I was thinking today about some of the things that are very different to what I'm used to back home in Australia, and a couple of great examples came to mind. They're both little things, but they do leave a very good impression.

The first example is what happens when you buy an item that is bulky or difficult to carry. In the West, you'd have to struggle with the package as best you can, which could mean stopping every few meters to rest, or to renew your grip or hold on the object. Here in Indonesia, the sales staff will take a lot of time and effort to package up the item, using a combination of plastic bags, baling twine, staples and packing tape, to fashion a handle to make it dead simple to carry with one hand. To me, that's excellent customer service, and is something that is unusual to find in a Western country.
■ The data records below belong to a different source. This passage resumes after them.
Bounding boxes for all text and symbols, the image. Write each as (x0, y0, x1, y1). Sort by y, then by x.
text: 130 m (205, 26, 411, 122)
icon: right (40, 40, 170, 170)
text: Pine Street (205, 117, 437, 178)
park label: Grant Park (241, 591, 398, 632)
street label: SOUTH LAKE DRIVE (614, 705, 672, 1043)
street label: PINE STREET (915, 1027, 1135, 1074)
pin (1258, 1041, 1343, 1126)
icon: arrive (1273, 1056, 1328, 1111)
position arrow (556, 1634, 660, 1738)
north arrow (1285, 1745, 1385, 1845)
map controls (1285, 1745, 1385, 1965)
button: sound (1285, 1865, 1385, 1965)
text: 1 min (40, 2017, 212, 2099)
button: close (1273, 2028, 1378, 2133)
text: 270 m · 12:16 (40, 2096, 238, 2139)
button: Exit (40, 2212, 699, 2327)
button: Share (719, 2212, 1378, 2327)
The second example of Indonesian "niceness" is work related. We have a couple of hundred people working in our office, and there are two staff who are responsible for looking after the office kitchen and providing tea, coffee and drinking water for the office. Without fail, whenever there is a gathering of three of more people in a room for a meeting or informal discussion, one of the kitchen staff appear within 5 minutes, with fresh tea, coffee or water for each person. They do this without being asked, and are able to memorise every staff member's regular beverage preference. This may seem simple and quaint, but it's a very nice touch.

These are just two examples of the type of things that help to counterbalance the pollution, traffic and corruption.


Blogger Topo said...

So,poverty is the only thing you like about Indon.Cheap caddy,office boy and grocery helpers...You forget to mention olympic size swimming pool and 12 maids in yr house provided only fr two of you? No wonder yr nickname is expat in jakarta.

9:56 AM  
Blogger The Editor said...

Pak Topo, thanks for visiting. Actually, we have less than 12 maids (1, in fact), and our pool is almost twice the size of a bathtub. Do you oppose expats providing employment, income and decent living conditions to poor Indonesians?

6:47 AM  
Blogger Jakartass said...

Oh dear, Mr. Expat..

Judging by his blog, you seem to have been visited by a homophobic, anti-Zionist, anti-American ~ in fact anti-everything that doesn't fit his very narrow viewpoint ~ bigot.

If I didn't believe in freedom of expression, I'd ban Mr Tropo from my site.

Do drop in Topo.

9:16 PM  
Blogger Venitha said...

I'm glad Indonesia has its plusses, too. I have the same sort of love/hate relationship with Singapore, where I've lived for nearly a year now. Blogging is a form of catharsis.